That leads to the question of who is the customer and who is the vendor in this equation.

If you look for parallels back in the print-only days, publishers had basically the printer and the Postal Service to work with. The constraints they imposed on how publishers did business and what they published were relatively minimal. Where limitations did exist, alternatives were available, albeit usually at higher prices. Many will argue that the Postal Service did little to ingratiate itself with publishers. The printers certainly did a lot. They each tried to out-do each other in serving publisher needs. I guess that's the difference between dealing with a monopoly vs. competitive entities.

But even the Postal Service didn't say that if you set a price for subscriptions delivered by them, you couldn't price the subs differently for alternative delivery. But that in effect is what many allege Apple's policy on subscription apps amounts to. It's hard to know all the ramifications with certainty. As Bob Cohn remarked about Apple, "...they haven't been too transparent."
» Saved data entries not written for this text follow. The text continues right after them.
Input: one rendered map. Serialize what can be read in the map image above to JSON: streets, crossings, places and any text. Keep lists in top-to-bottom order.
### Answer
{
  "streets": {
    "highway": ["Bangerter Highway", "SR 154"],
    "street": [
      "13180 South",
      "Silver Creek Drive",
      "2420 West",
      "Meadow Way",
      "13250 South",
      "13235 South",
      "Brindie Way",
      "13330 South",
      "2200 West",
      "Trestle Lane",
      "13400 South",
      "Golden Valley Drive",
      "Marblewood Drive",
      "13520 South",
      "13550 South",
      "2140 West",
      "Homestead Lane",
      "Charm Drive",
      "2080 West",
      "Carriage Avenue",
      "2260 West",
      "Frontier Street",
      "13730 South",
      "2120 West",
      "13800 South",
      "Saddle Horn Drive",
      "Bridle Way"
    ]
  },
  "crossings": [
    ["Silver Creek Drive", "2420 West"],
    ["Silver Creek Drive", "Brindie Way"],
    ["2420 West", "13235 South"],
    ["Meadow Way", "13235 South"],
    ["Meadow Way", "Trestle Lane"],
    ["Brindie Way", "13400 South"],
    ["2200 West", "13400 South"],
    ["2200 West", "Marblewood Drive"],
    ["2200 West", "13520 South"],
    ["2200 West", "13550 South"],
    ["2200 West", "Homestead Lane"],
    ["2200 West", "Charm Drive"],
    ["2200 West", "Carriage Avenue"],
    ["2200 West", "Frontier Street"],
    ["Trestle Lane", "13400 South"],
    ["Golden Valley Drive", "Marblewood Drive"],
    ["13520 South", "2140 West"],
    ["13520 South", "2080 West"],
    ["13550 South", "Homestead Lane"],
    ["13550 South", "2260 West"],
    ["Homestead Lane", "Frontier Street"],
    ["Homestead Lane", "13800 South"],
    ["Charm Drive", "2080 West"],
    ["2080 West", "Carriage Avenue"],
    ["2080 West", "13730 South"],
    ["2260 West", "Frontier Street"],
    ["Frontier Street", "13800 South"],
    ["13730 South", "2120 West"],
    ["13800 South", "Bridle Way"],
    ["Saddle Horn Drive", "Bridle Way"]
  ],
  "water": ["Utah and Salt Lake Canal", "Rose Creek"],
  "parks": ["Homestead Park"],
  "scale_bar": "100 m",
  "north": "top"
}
Even with fledgling competition from Google, and from others on the horizon, Apple seems to have assumed the posture of a monopoly. The fact that The Daily seems to have kowtowed to that sets a bad precedent for our whole industry. Apple is certainly not coming across as a vendor wishing to court the favor of its publisher customers and prospects.

A lot of noise has been made about Apple's demand for 30 percent of the revenue from each subscriber that it brings to the publisher. But that doesn't sound like a bad deal to me. Many publishers are glad to spend 100 percent of the first year revenue acquired from a new subscriber just to get him or her. Profits come from renewals. Traditionally the cost for getting the renewals is very low. It's not clear how Apple would handle renewals, other than taking another 30 percent each time. That would mean after a few years the publisher starts to come up on the losing side when using Apple as a new subscriber source.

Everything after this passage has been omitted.